First, I want to thank everyone on this forum for contributing so much. I'm just starting out and this forum alone convinced me that I can try building my own muskie baits.

I eventually want to paint some baits with the old "crackle frog" pattern. I'll probably use different color schemes, but I really like the look of the crackle frog. Is anyone familiar with how to accomplish that look?

Thanks in advance for any advice.

Travis


----------



## vc1111 (Apr 13, 2004)

Reel, I think Etch knows how to get the crackle frog effect. 

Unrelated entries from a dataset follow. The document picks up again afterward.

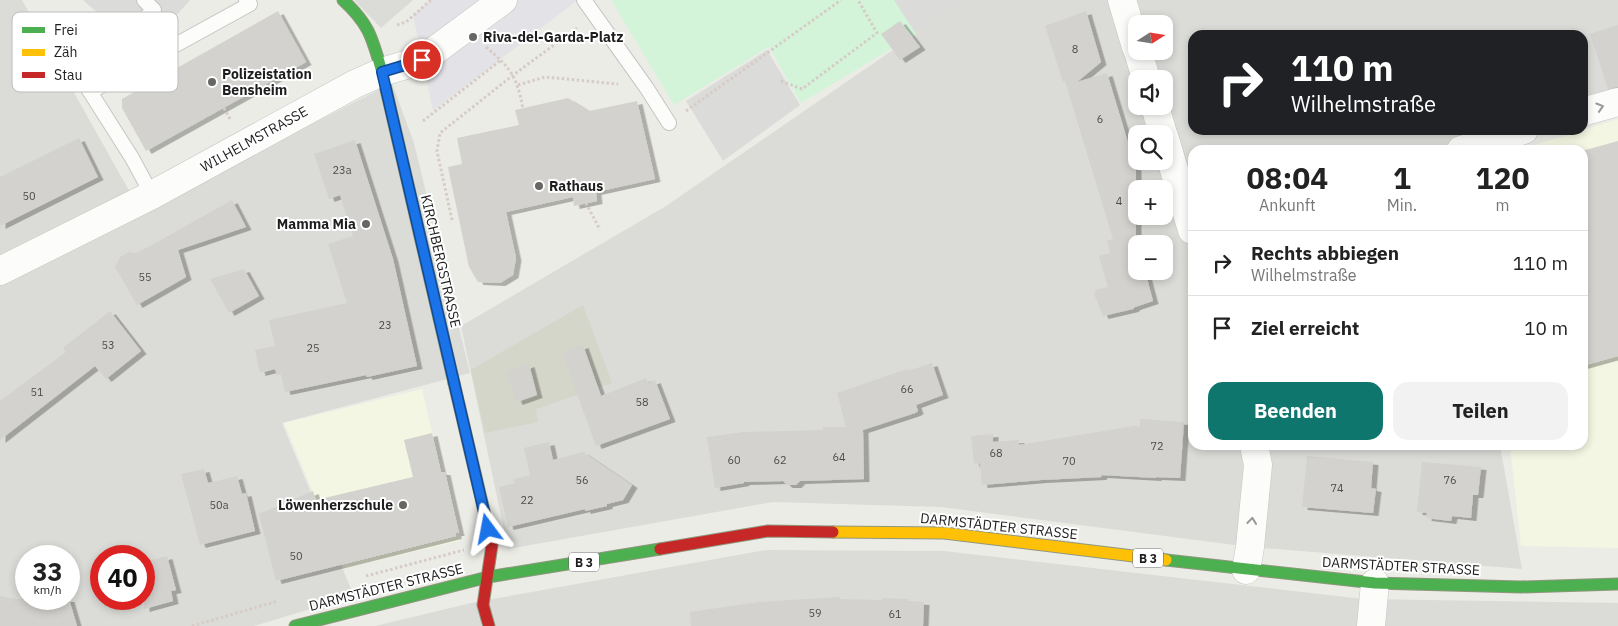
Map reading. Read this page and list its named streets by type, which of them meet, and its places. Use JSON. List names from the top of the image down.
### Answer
{
  "streets": {
    "main road": ["KIRCHBERGSTRASSE", "DARMSTÄDTER STRASSE", "B 3"],
    "street": ["WILHELMSTRASSE"]
  },
  "crossings": [
    ["WILHELMSTRASSE", "KIRCHBERGSTRASSE"],
    ["KIRCHBERGSTRASSE", "DARMSTÄDTER STRASSE"]
  ],
  "places": [
    "Riva-del-Garda-Platz",
    "Polizeistation Bensheim",
    "Rathaus",
    "Mamma Mia",
    "Löwenherzschule"
  ],
  "house_numbers": [
    "8",
    "6",
    "23a",
    "50",
    "4",
    "55",
    "23",
    "53",
    "25",
    "66",
    "51",
    "58",
    "72",
    "68",
    "64",
    "60",
    "62",
    "70",
    "56",
    "76",
    "74",
    "22",
    "50a",
    "50",
    "59",
    "61"
  ],
  "legend": ["Frei", "Zäh", "Stau"],
  "north": "right",
  "page": {
    "map_buttons": ["+", "−"],
    "turn": ["110 m", "Wilhelmstraße"],
    "eta": [
      "08:04",
      "Ankunft",
      "1",
      "Min.",
      "120",
      "m"
    ],
    "list": [
      {
        "name": "Rechts abbiegen",
        "note": "Wilhelmstraße",
        "value": "110 m"
      },
      {
        "name": "Ziel erreicht",
        "value": "10 m"
      }
    ],
    "buttons": ["Beenden", "Teilen"],
    "speed": "33 km/h",
    "limit": "40"
  }
}
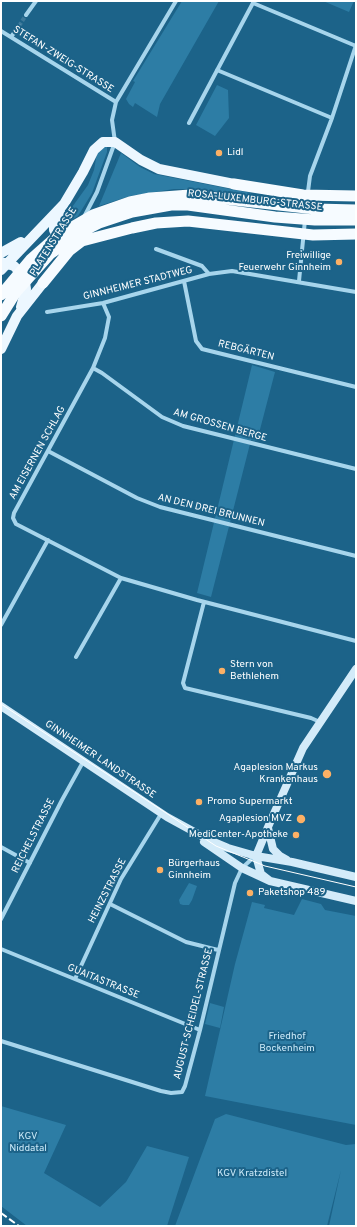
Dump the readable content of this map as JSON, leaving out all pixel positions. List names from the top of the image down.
{
  "streets": {
    "highway": ["ROSA-LUXEMBURG-STRASSE"],
    "main road": ["PLATENSTRASSE", "GINNHEIMER LANDSTRASSE"],
    "street": [
      "STEFAN-ZWEIG-STRASSE",
      "GINNHEIMER STADTWEG",
      "REBGÄRTEN",
      "AM GROSSEN BERGE",
      "AM EISERNEN SCHLAG",
      "AN DEN DREI BRUNNEN",
      "REICHELSTRASSE",
      "HEINZSTRASSE",
      "GUAITASTRASSE",
      "AUGUST-SCHEIDEL-STRASSE"
    ]
  },
  "crossings": [
    ["STEFAN-ZWEIG-STRASSE", "PLATENSTRASSE"],
    ["ROSA-LUXEMBURG-STRASSE", "PLATENSTRASSE"],
    ["GINNHEIMER STADTWEG", "REBGÄRTEN"],
    ["GINNHEIMER STADTWEG", "AM EISERNEN SCHLAG"],
    ["AM GROSSEN BERGE", "AM EISERNEN SCHLAG"],
    ["AM EISERNEN SCHLAG", "AN DEN DREI BRUNNEN"],
    ["GINNHEIMER LANDSTRASSE", "REICHELSTRASSE"],
    ["GINNHEIMER LANDSTRASSE", "HEINZSTRASSE"],
    ["GINNHEIMER LANDSTRASSE", "AUGUST-SCHEIDEL-STRASSE"],
    ["HEINZSTRASSE", "GUAITASTRASSE"],
    ["GUAITASTRASSE", "AUGUST-SCHEIDEL-STRASSE"]
  ],
  "parks": ["Friedhof Bockenheim", "KGV Niddatal", "KGV Kratzdistel"],
  "places": [
    "Lidl",
    "Freiwillige Feuerwehr Ginnheim",
    "Stern von Bethlehem",
    "Agaplesion Markus Krankenhaus",
    "Promo Supermarkt",
    "Agaplesion MVZ",
    "MediCenter-Apotheke",
    "Bürgerhaus Ginnheim",
    "Paketshop 489"
  ]
}
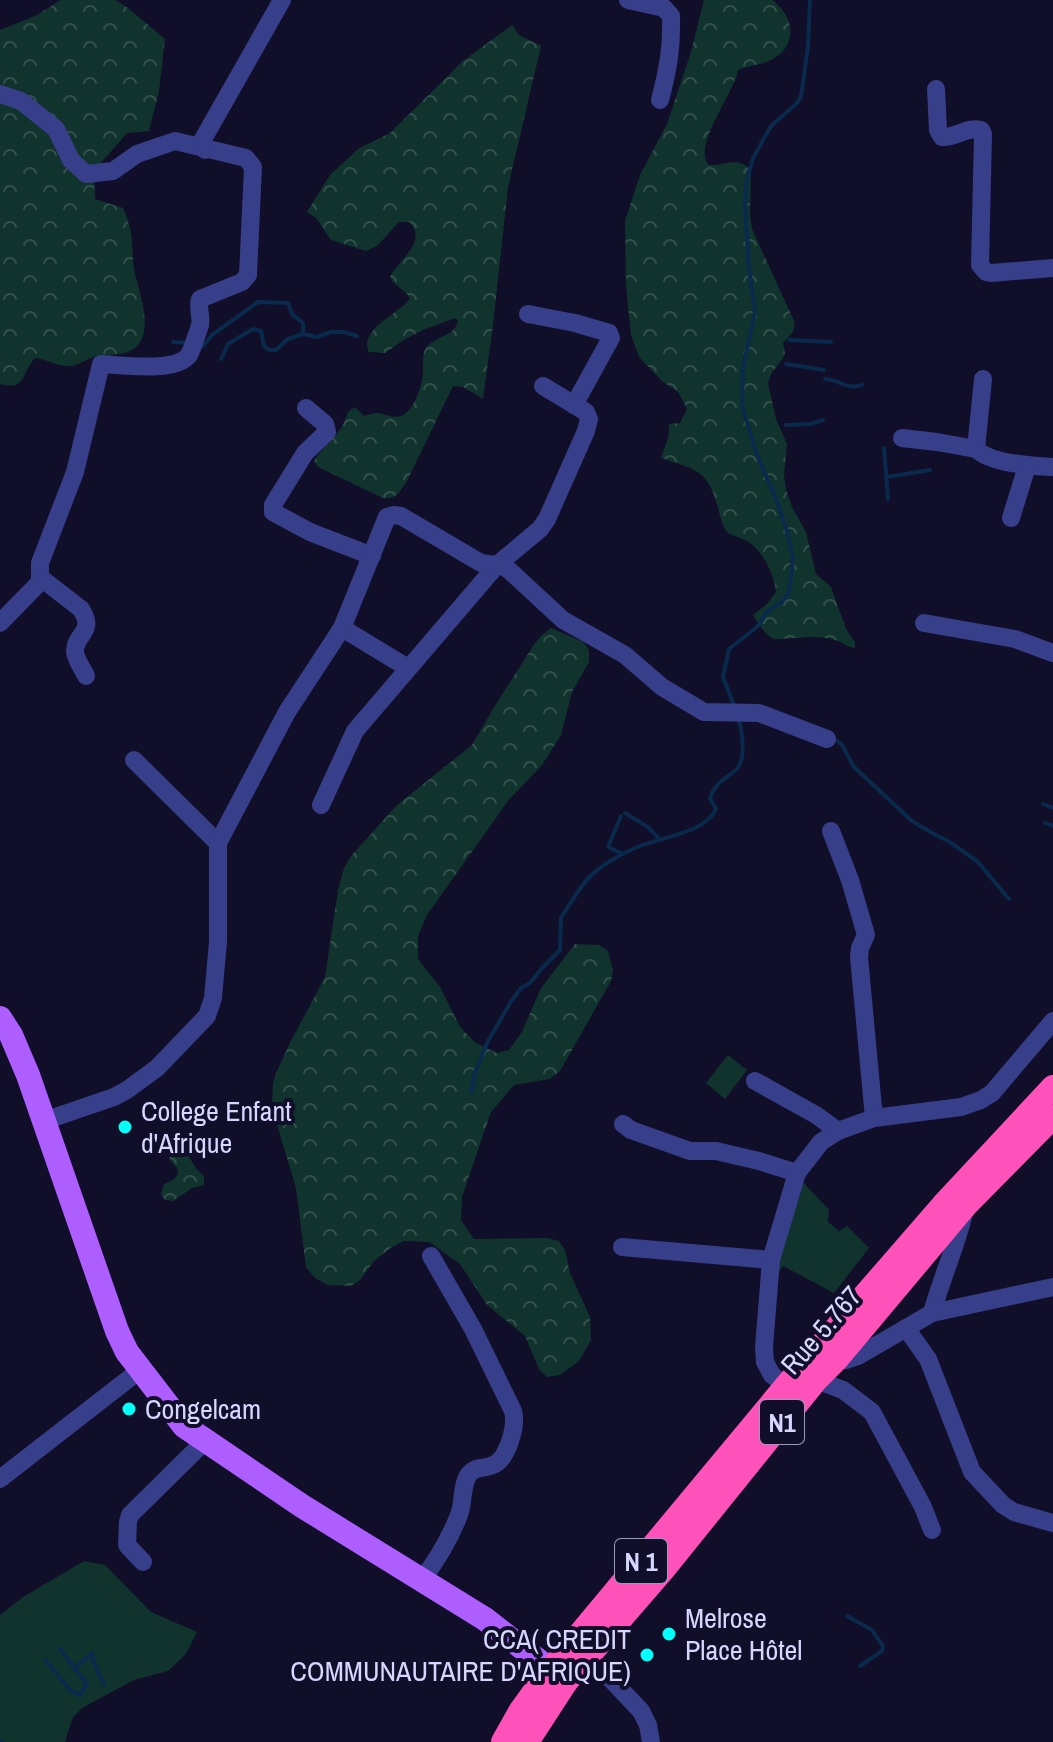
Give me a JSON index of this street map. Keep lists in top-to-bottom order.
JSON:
{
  "streets": {
    "highway": ["Rue 5.767", "N1", "N 1"]
  },
  "crossings": [
    ["Rue 5.767", "N 1"]
  ],
  "places": [
    "College Enfant d'Afrique",
    "Congelcam",
    "Melrose Place Hôtel",
    "CCA( CREDIT COMMUNAUTAIRE D'AFRIQUE)"
  ]
}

Shoot him a PM or an email and ask him to post the "how to" on this thread. I'd like to paint that pattern on a few jerkbaits.


----------



## Bester (Dec 29, 2007)

I would also like to learn how to do it.


----------



## jerkin (Apr 3, 2008)

Crackle patterns are easy, just put down your base coat then brush on the crackle medium (walmart sells it for water based paints in the craft aisle) and after it drys spray the top color. You have to play with it a little bit because you cant do a second coat so you have to hit the top coat heavy and fast to get full coverage.


----------



## bigjohn513 (Apr 6, 2004)

I have a commercial version of it I use at work for lacquer's and this is how i do it
1) apply your base coat (the color you want to see in the cracks)
the longer you let the base coat dry the smaller the cracks will be
2) mix 1/3 crackle with 2/3 top coat (color) ( I spray all my applications at work) this is where you need 2 spray guns
3) spray a clear right over the top when you get the size and amount of "cracking" you want

I wished a lot of you guys lived closer to me as it would be a real easy demo for me to show you how to do it


----------



## Reel Science (Apr 8, 2004)

Thanks guys, this is great.

Travis


----------